Over the last week, I’ve made the same (probably unfunny by this point, but if there’s one thing I admire about myself, it’s my ability to commit) joke. “I’m too hot not to go to that!” “It’s hard being the hottest person at work.” (It is, by the way). “I’m hot and funny.” (this was to a Hinge match who has since not messaged me back, so maybe not ideal).

This is a common caricature I cloak myself in, the overconfident and underwhelming deluded. I do it because I think it’s funny, but I also do it as a way of jumping the shark.

If I’m making a joke or having a laugh about being hot, then if you don’t think I’m hot – well, I already made fun of myself. And at the same time, it operates as a tacit desire for approval: if you didn’t think I was hot, then you would say something or make a face or vomit. It’s also socially unacceptable to actively believe and proclaim that you’re good-looking. You get painted as vain, self-centered or out of touch.

But something has been happening: for some reason, making the joke this past week, instead of betraying my lack of confidence or my paranoia, has actually, weirdly, made me feel hotter. It’s having the opposite effect it usually does. Usually, when I say something like that, it like twists inside me, making me feel slightly more insecure as I gauge the reaction on the other person’s face.

It has a lot to do with context.

In the past week, I’ve been thinking a lot about high school, and the person I was in high school. In high school, I was a skinny, gawky kid with bad skin and no eyebrows. I dressed like a Day-Glo clown hooker, and I thought I looked amazing.

I’ve got a five-year reunion coming up in a few weeks, and I really seesawed between wanting to go and wanting to skip it. But one of the primary motivators for me wanting to go is, simply, that I look way better now than I did then. My skin’s in a Good Place™ and I like what my hair’s been doing. I’ve been exercising in new and different ways, and I’ve finally managed to find a style that doesn’t make me look like Raggedy Andy’s loose cousin. I’ve been looking better, and suddenly calling myself “hot” doesn’t ring in my ears like a joke.

If vanity seems like a thin reason to see old high school classmates, then I’m really doing a bad job of explaining how good-looking I am now. It’s imperative I get myself to the people.

I’ve also found a good psychiatrist, and she’s forcing me to confront how my jokes are thin (thin, honey I’ll show you thin!) attempts at masking my own cracked insecurities. I’m also realizing how bad making those jokes about myself, like calling myself a Day-Glo clown hooker or Raggedy Andy in this post, could (and do) end up making me feel worse instead of better.

I’ve realized (something probably everyone else has realized) that me making jokes do nothing for protecting my vulnerabilities. And instead of jumping the shark, I’m flinging myself to the wolves.

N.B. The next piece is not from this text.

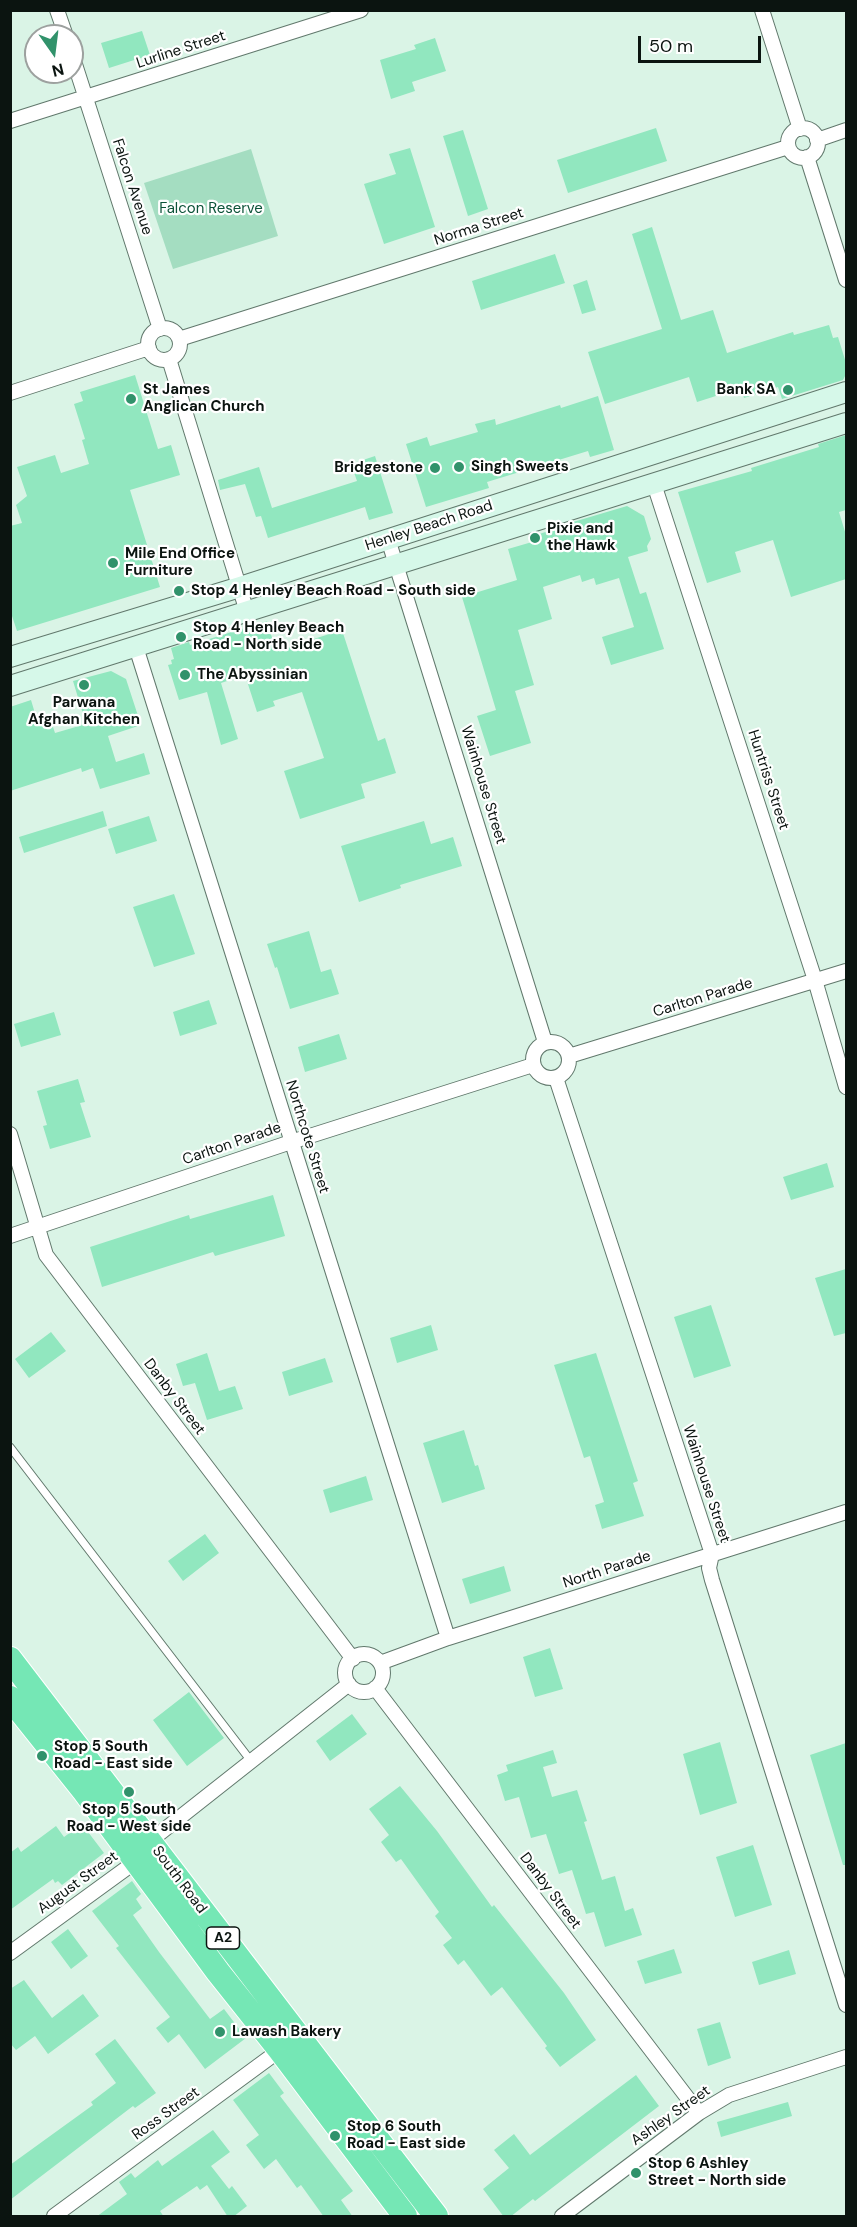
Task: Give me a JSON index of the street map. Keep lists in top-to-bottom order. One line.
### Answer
{"streets":{"highway":["South Road","A2"],"main road":["Henley Beach Road"],"street":["Lurline Street","Falcon Avenue","Norma Street","Huntriss Street","Wainhouse Street","Carlton Parade","Northcote Street","Danby Street","North Parade","August Street","Ross Street","Ashley Street"]},"crossings":[["Lurline Street","Falcon Avenue"],["Falcon Avenue","Norma Street"],["Henley Beach Road","Huntriss Street"],["Henley Beach Road","Wainhouse Street"],["Henley Beach Road","Northcote Street"],["Huntriss Street","Carlton Parade"],["Wainhouse Street","Carlton Parade"],["Wainhouse Street","North Parade"],["Carlton Parade","Northcote Street"],["Carlton Parade","Danby Street"],["Northcote Street","North Parade"],["Danby Street","North Parade"],["Danby Street","Ashley Street"],["South Road","August Street"],["South Road","Ross Street"]],"parks":["Falcon Reserve"],"places":["Bank SA","St James Anglican Church","Singh Sweets","Bridgestone","Pixie and the Hawk","Mile End Office Furniture","Stop 4 Henley Beach Road - South side","Stop 4 Henley Beach Road - North side","The Abyssinian","Parwana Afghan Kitchen","Stop 5 South Road - East side","Stop 5 South Road - West side","Lawash Bakery","Stop 6 South Road - East side","Stop 6 Ashley Street - North side"],"scale_bar":"50 m","north":"bottom"}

Confidence is, honestly, the most attractive quality someone can have. Everyone I’ve been involved with has had this raw confident energy and that (mixed with the large inheritances) was a huge pull for me. My making these jokes might feel good in the short-term, but they seriously chip away at my confidence when I’m reinforcing to myself that I’m not good-looking.

I always make the joke that if I were confident, then I would be a true monster. But honey, this must be where the Wild Things are, because I wanna be a monster!

Of course, this post has sat on my dashboard for a week, so when I started this I felt amazing, and now I feel not-so-confident. But I’m gonna put it up anyway, despite the messiness of this writing and despite me feeling like I could crack a mirror.

I’m going to be better about accepting compliments, and making active attempts to dole out compliments of my own.

And let it be known, that one time a hot, drunk straight™ told me that it “wasn’t my looks that were keeping me single.” Hurtful, but maybe I’m too hot to care!